L’horlogerie du XXe siècle est secouée par un vaste mouvement, qui transforme en profondeur le visage de l’industrie mondiale : d’abord avec le développement des montres-bracelets, qui s’affichent fièrement aux poignets, puis avec l’apparition de la montre à quartz et la production en masse de garde-temps électroniques, aux dépens de l’industrie mécanique traditionnelle propre à la Suisse (c’est ce qu’on nommera la « crise du quartz »). Il faudra attendre la toute fin du millénaire pour que la montre mécanique, notamment par le biais du chronographe, redonne ses couleurs à l’horlogerie suisse.
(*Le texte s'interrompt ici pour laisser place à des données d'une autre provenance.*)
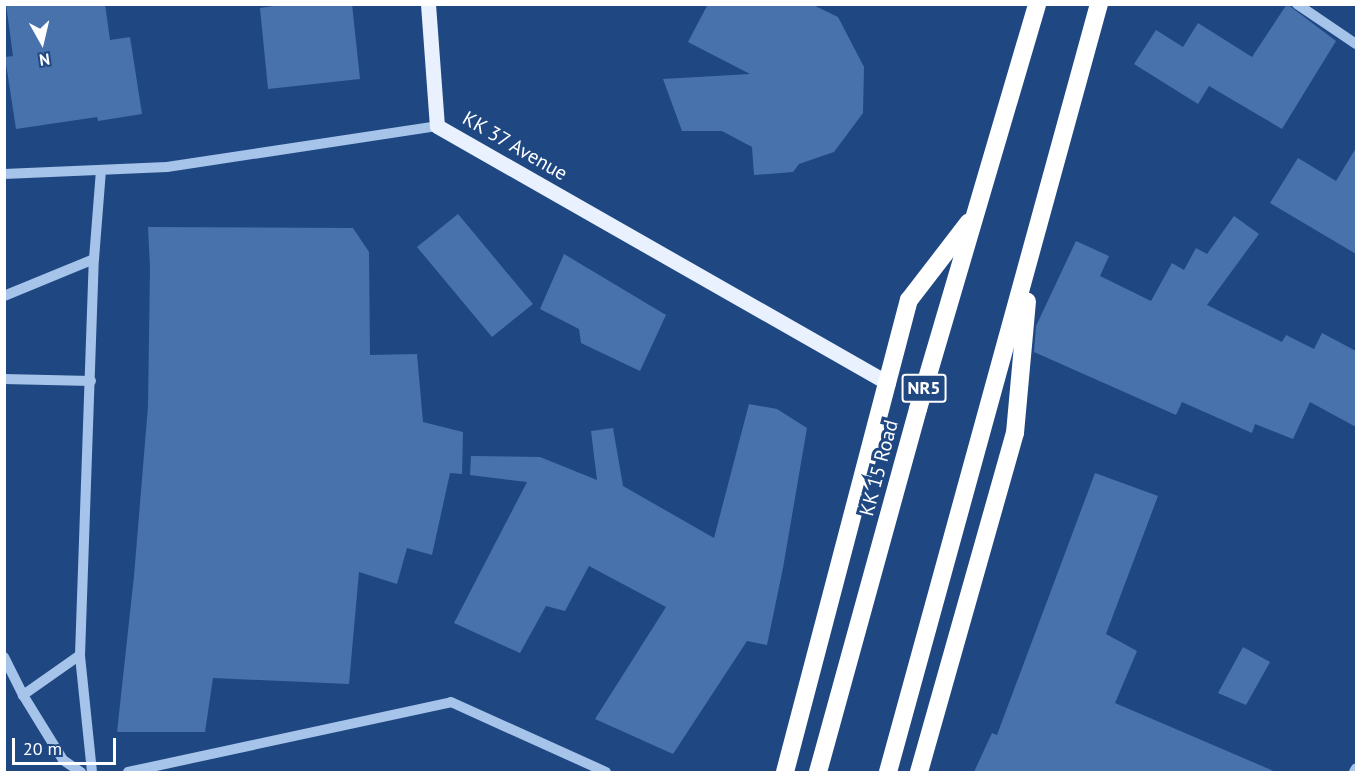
<!DOCTYPE html>
<html>
<head>
<meta charset="utf-8">
<style>
  body { margin:0 }
  #map { position:relative; width:1361px; height:777px; overflow:hidden; background:#1f4883; font-family:"PT Sans",sans-serif }
  div>[style] { position:absolute }
  [style*='--x'] { left:calc(var(--x)*1px); top:calc(var(--y)*1px); width:calc(var(--w)*1px); rotate:calc(var(--a)*1deg) }
  .building>* { inset:0; background:#4772ac }
  .minor>* { height:10px; margin:-5px; padding:0 5px; transform-origin:5px; border-radius:5px; background:#a6c3e9 }
  .major>* { height:15px; margin:-7.5px; padding:0 7.5px; transform-origin:7.5px; border-radius:7.5px; background:#e9f1fe }
  .highway>* { height:18px; margin:-9px; padding:0 9px; transform-origin:9px; border-radius:9px; background:#fff }
  span { translate:-50% -50%; white-space:nowrap; text-align:center; line-height:1.15; -webkit-text-stroke:6px #1f4883; paint-order:stroke }
  .shield-label span { padding:2px 4px; background:#1f4883; border:2px solid; border-radius:4px; -webkit-text-stroke-width:0 }
  .shield-label { font-size:18px; color:#fff; font-weight:700 }
  .street-label { font-size:20px; color:#fff }
  .frame { position:absolute; inset:0; border:6px solid #fff; pointer-events:none }
  .north { position:absolute; left:12px; top:12px; width:60px; height:60px; -webkit-text-stroke:4px #1f4883; paint-order:stroke; rotate:172deg; font-size:16px; font-weight:700; line-height:24px; text-align:center; color:#fff }
  .north::after { content:''; display:block; margin:auto; width:21px; height:27px; background:#fff; clip-path:polygon(50% 0,100% 100%,50% 72%,0 100%) }
  .scale { position:absolute; left:12px; top:738px; width:104px; height:27px; box-sizing:border-box; border:3px solid #fff; border-top:0; padding-left:8px; font-size:18px; line-height:21px; white-space:nowrap; color:#fff; -webkit-text-stroke:4px #1f4883; paint-order:stroke }
</style>
</head>
<body>
<div id="map">
  <div class="building">
    <i style="clip-path:polygon(6px 4px,105px 4px,110px 40px,130px 37px,142px 114px,98px 121px,97px 117px,16px 129px,5px 57px,13px 56px)"></i>
    <i style="clip-path:polygon(288px 4px,352px 4px,360px 79px,268px 89px,260px 8px)"></i>
    <i style="clip-path:polygon(708px 4px,811px 4px,838px 17px,864px 67px,863px 113px,834px 152px,799px 164px,793px 172px,754px 175px,752px 147px,722px 131px,682px 131px,663px 79px,750px 74px,688px 42px)"></i>
    <i style="clip-path:polygon(1287px 4px,1336px 41px,1282px 129px,1209px 86px,1198px 104px,1134px 64px,1156px 30px,1183px 47px,1198px 23px,1252px 57px)"></i>
    <i style="clip-path:polygon(1356px 148px,1356px 254px,1270px 203px,1298px 158px,1336px 181px)"></i>
    <i style="clip-path:polygon(458px 214px,533px 304px,492px 337px,417px 247px)"></i>
    <i style="clip-path:polygon(1234px 216px,1259px 234px,1207px 305px,1282px 342px,1286px 335px,1314px 349px,1322px 333px,1356px 351px,1356px 427px,1310px 402px,1293px 439px,1255px 424px,1252px 433px,1182px 402px,1176px 415px,1034px 352px,1036px 326px,1076px 241px,1109px 256px,1100px 276px,1151px 301px,1172px 263px,1184px 270px,1196px 248px,1207px 254px)"></i>
    <i style="clip-path:polygon(148px 227px,353px 228px,369px 252px,370px 355px,417px 354px,423px 422px,463px 432px,462px 474px,450px 473px,432px 555px,407px 548px,397px 584px,359px 572px,349px 684px,213px 678px,205px 732px,117px 732px,134px 576px,148px 406px,150px 267px)"></i>
    <i style="clip-path:polygon(564px 254px,666px 315px,640px 371px,581px 343px,579px 329px,540px 309px)"></i>
    <i style="clip-path:polygon(749px 404px,777px 409px,807px 428px,783px 568px,767px 645px,747px 641px,673px 754px,595px 719px,666px 607px,589px 566px,565px 611px,546px 606px,520px 653px,454px 623px,527px 482px,470px 475px,471px 456px,540px 457px,597px 480px,591px 431px,613px 428px,623px 486px,714px 538px)"></i>
    <i style="clip-path:polygon(1095px 473px,1158px 496px,1106px 634px,1137px 651px,1115px 703px,1276px 772px,974px 772px,992px 733px,997px 735px)"></i>
    <i style="clip-path:polygon(1243px 647px,1270px 662px,1246px 705px,1218px 693px)"></i>
  </div>
  <div class="minor">
    <i style="--x:1297;--y:4;--w:71;--a:34.1"></i>
    <i style="--x:4;--y:174;--w:163;--a:-2.5"></i>
    <i style="--x:167;--y:167;--w:273;--a:-8.6"></i>
    <i style="--x:4;--y:296;--w:97;--a:-22.3"></i>
    <i style="--x:4;--y:379;--w:87;--a:1.3"></i>
    <i style="--x:80;--y:655;--w:70;--a:144.9"></i>
    <i style="--x:23;--y:695;--w:76;--a:58.4"></i>
    <i style="--x:63;--y:760;--w:22;--a:34"></i>
    <i style="--x:4;--y:657;--w:42;--a:63.4"></i>
    <i style="--x:92;--y:772;--w:118;--a:-95.9"></i>
    <i style="--x:80;--y:655;--w:396;--a:-88"></i>
    <i style="--x:94;--y:259;--w:89;--a:-85.5"></i>
    <i style="--x:128;--y:772;--w:330;--a:-12.2"></i>
    <i style="--x:451;--y:702;--w:170;--a:24.3"></i>
    <i style="--x:1354;--y:772;--w:4;--a:-63"></i>
  </div>
  <div class="major">
    <i style="--x:428;--y:4;--w:122;--a:85.8"></i>
    <i style="--x:437;--y:126;--w:519;--a:29.68"></i>
  </div>
  <div class="highway">
    <i style="--x:785;--y:772;--w:488;--a:-75.3"></i>
    <i style="--x:909;--y:300;--w:98;--a:-52.4"></i>
    <i style="--x:818;--y:772;--w:377;--a:-74.6"></i>
    <i style="--x:918;--y:409;--w:422;--a:-73.6"></i>
    <i style="--x:888;--y:772;--w:796;--a:-74.64"></i>
    <i style="--x:919;--y:772;--w:352;--a:-74.2"></i>
    <i style="--x:1015;--y:433;--w:132;--a:-84.8"></i>
  </div>
  <div class="shield-label">
    <span style="left:924px;top:388px">NR5</span>
  </div>
  <div class="street-label">
    <span style="left:515px;top:146px;rotate:30deg">KK 37 Avenue</span>
    <span style="left:879px;top:468px;rotate:-75deg">KK 15 Road</span>
  </div>
  <div class="frame"></div>
  <div class="north">N</div>
  <div class="scale">20 m</div>
</div>
</body>
</html>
Découvrez donc dès maintenant l’histoire de l’horlogerie durant cette période.

La montre-bracelet, acte de naissance de l’horlogerie du XXe siècle

S’il fallait déterminer le moment précis de la naissance de l’horlogerie du XXe siècle, ce serait certainement à l’instant de l’apparition de la montre-bracelet moderne. C’est pour répondre à une demande spécifique de son ami aviateur, Alberto Santos-Dumont, que l’horloger Louis Cartier (associé à Hans Wilsdorf) conçoit une montre prévue pour être portée uniquement au poignet, de façon à ce que le pilote puisse regarder l’heure sans avoir à tirer son chronographe de son gousset.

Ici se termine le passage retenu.